[Stored data entries]
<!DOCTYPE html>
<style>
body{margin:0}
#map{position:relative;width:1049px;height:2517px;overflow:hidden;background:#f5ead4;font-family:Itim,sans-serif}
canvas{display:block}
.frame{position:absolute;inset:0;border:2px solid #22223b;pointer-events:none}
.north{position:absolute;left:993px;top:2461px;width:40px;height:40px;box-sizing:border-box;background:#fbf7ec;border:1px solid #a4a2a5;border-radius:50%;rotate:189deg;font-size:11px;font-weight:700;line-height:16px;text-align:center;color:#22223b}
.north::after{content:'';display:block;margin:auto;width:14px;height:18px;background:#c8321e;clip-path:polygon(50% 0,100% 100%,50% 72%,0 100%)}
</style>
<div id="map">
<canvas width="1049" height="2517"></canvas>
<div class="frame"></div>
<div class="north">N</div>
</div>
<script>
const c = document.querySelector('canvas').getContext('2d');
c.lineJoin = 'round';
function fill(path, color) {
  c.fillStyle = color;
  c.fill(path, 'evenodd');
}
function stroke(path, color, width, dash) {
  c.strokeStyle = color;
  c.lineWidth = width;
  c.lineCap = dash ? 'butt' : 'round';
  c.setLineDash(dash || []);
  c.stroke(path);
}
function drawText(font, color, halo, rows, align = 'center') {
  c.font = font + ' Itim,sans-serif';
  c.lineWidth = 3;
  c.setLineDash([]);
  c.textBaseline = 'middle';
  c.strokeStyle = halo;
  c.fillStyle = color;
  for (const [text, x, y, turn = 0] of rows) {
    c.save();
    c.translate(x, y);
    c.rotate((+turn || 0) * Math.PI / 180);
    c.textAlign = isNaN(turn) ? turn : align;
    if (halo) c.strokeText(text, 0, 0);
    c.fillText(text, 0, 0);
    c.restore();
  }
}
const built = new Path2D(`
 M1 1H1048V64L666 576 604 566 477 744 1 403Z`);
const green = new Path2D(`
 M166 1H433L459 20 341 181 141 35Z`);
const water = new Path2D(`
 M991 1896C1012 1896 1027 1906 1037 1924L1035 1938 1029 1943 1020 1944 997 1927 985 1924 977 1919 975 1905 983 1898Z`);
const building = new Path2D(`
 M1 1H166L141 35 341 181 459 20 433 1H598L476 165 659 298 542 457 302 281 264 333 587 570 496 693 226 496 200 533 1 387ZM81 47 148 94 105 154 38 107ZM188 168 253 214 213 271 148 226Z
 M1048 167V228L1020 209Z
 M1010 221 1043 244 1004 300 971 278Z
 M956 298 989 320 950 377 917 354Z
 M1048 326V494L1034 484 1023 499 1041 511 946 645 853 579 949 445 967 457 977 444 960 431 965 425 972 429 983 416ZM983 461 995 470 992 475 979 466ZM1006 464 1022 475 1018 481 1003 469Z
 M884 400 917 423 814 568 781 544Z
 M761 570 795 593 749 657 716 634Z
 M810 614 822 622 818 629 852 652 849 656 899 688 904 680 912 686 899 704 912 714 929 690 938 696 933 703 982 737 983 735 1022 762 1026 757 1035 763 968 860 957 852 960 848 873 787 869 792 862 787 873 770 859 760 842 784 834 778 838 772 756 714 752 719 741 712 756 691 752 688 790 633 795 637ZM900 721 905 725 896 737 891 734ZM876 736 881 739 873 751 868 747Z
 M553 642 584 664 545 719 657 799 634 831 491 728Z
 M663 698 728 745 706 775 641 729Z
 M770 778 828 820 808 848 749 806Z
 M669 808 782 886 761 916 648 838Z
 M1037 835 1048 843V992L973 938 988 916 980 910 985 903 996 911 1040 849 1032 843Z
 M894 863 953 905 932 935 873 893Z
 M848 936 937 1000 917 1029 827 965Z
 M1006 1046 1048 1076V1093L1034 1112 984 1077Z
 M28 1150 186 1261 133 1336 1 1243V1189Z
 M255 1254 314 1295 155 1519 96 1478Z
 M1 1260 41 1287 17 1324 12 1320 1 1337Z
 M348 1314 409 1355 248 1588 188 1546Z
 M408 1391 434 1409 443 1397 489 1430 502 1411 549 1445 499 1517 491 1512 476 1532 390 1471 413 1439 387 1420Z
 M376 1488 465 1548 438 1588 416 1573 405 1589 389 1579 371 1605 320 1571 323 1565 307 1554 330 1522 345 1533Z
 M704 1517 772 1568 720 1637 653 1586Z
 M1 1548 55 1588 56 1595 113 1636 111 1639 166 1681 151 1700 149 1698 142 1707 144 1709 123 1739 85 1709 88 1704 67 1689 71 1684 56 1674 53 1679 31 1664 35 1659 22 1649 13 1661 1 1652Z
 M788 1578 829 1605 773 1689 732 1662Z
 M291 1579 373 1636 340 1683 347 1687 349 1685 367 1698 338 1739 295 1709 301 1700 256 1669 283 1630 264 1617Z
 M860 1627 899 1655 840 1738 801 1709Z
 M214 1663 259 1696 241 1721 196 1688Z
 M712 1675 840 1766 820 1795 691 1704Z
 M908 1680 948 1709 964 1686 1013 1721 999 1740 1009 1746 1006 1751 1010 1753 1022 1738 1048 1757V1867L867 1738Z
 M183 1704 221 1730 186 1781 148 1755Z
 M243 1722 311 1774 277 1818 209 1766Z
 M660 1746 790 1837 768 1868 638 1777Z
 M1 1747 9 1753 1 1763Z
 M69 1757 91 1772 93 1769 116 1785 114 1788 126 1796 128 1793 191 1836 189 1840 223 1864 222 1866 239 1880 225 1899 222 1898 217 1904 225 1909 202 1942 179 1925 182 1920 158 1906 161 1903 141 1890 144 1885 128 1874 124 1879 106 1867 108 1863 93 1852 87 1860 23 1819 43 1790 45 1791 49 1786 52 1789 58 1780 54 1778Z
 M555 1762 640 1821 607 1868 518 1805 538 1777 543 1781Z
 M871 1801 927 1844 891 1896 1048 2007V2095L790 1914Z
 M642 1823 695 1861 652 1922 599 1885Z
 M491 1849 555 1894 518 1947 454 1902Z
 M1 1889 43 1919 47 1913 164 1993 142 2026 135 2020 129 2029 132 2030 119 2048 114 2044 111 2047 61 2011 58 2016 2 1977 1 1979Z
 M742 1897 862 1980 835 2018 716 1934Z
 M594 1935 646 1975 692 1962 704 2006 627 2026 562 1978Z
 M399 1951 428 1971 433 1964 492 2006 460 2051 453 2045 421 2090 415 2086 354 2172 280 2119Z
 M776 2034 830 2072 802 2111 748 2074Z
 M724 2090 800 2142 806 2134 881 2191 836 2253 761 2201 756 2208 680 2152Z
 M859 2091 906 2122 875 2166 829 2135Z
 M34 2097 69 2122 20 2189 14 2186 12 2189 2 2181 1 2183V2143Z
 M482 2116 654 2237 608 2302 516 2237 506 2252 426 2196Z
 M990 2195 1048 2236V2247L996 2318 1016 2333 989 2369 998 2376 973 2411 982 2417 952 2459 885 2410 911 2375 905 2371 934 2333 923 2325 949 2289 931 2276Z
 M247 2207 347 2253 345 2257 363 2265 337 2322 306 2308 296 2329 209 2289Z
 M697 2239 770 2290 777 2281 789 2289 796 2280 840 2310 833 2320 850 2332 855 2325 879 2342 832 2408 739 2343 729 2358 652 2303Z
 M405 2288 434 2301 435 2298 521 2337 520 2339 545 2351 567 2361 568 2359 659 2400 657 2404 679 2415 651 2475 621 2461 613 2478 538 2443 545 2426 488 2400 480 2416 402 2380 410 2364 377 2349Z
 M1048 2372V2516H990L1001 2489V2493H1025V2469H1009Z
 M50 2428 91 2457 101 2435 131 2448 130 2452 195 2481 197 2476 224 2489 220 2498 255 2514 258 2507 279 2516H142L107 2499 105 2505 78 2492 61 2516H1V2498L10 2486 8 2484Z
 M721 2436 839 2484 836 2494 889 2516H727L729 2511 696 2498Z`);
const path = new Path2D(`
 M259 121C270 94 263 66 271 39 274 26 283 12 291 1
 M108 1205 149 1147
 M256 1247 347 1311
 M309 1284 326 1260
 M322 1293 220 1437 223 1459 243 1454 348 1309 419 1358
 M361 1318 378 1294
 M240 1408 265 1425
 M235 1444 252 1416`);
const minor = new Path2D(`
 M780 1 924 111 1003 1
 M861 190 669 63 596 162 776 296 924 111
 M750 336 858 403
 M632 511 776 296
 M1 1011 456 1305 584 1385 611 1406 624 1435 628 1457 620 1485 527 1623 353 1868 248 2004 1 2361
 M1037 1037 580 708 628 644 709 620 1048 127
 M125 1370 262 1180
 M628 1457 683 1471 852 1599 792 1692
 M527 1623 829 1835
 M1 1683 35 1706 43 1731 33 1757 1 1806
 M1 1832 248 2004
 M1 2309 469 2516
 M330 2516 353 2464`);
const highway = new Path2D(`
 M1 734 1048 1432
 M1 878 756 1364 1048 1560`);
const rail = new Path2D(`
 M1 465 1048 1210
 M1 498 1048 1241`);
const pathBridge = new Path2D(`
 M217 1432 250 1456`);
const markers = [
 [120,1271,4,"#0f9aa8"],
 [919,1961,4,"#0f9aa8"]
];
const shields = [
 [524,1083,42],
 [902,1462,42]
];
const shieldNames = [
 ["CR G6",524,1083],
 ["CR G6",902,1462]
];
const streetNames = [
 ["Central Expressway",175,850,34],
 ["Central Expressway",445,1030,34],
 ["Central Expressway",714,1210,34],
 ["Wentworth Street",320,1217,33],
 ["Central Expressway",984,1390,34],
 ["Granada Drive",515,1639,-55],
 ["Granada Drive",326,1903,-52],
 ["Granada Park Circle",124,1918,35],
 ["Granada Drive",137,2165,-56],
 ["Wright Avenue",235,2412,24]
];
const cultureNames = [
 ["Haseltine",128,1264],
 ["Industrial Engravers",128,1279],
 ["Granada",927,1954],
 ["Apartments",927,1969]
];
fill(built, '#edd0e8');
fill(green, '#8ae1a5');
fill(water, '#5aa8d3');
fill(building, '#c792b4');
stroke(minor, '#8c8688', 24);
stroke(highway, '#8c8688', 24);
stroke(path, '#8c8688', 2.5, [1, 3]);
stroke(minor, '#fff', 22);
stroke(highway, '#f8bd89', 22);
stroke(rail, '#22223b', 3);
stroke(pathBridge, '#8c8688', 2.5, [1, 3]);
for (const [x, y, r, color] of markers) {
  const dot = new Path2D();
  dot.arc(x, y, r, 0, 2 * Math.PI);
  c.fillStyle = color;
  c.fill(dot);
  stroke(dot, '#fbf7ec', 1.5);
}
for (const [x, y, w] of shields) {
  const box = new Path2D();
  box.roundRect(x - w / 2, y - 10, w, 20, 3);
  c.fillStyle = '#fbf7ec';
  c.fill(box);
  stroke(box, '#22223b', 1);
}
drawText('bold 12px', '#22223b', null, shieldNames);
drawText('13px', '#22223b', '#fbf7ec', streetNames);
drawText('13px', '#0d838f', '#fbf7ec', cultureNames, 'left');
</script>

Required work →
Output exactly the leading lines of the data, up to and including the line marked by "M956 298 989 320 950 377 917 354Z".

Answer →
<!DOCTYPE html>
<style>
body{margin:0}
#map{position:relative;width:1049px;height:2517px;overflow:hidden;background:#f5ead4;font-family:Itim,sans-serif}
canvas{display:block}
.frame{position:absolute;inset:0;border:2px solid #22223b;pointer-events:none}
.north{position:absolute;left:993px;top:2461px;width:40px;height:40px;box-sizing:border-box;background:#fbf7ec;border:1px solid #a4a2a5;border-radius:50%;rotate:189deg;font-size:11px;font-weight:700;line-height:16px;text-align:center;color:#22223b}
.north::after{content:'';display:block;margin:auto;width:14px;height:18px;background:#c8321e;clip-path:polygon(50% 0,100% 100%,50% 72%,0 100%)}
</style>
<div id="map">
<canvas width="1049" height="2517"></canvas>
<div class="frame"></div>
<div class="north">N</div>
</div>
<script>
const c = document.querySelector('canvas').getContext('2d');
c.lineJoin = 'round';
function fill(path, color) {
  c.fillStyle = color;
  c.fill(path, 'evenodd');
}
function stroke(path, color, width, dash) {
  c.strokeStyle = color;
  c.lineWidth = width;
  c.lineCap = dash ? 'butt' : 'round';
  c.setLineDash(dash || []);
  c.stroke(path);
}
function drawText(font, color, halo, rows, align = 'center') {
  c.font = font + ' Itim,sans-serif';
  c.lineWidth = 3;
  c.setLineDash([]);
  c.textBaseline = 'middle';
  c.strokeStyle = halo;
  c.fillStyle = color;
  for (const [text, x, y, turn = 0] of rows) {
    c.save();
    c.translate(x, y);
    c.rotate((+turn || 0) * Math.PI / 180);
    c.textAlign = isNaN(turn) ? turn : align;
    if (halo) c.strokeText(text, 0, 0);
    c.fillText(text, 0, 0);
    c.restore();
  }
}
const built = new Path2D(`
 M1 1H1048V64L666 576 604 566 477 744 1 403Z`);
const green = new Path2D(`
 M166 1H433L459 20 341 181 141 35Z`);
const water = new Path2D(`
 M991 1896C1012 1896 1027 1906 1037 1924L1035 1938 1029 1943 1020 1944 997 1927 985 1924 977 1919 975 1905 983 1898Z`);
const building = new Path2D(`
 M1 1H166L141 35 341 181 459 20 433 1H598L476 165 659 298 542 457 302 281 264 333 587 570 496 693 226 496 200 533 1 387ZM81 47 148 94 105 154 38 107ZM188 168 253 214 213 271 148 226Z
 M1048 167V228L1020 209Z
 M1010 221 1043 244 1004 300 971 278Z
 M956 298 989 320 950 377 917 354Z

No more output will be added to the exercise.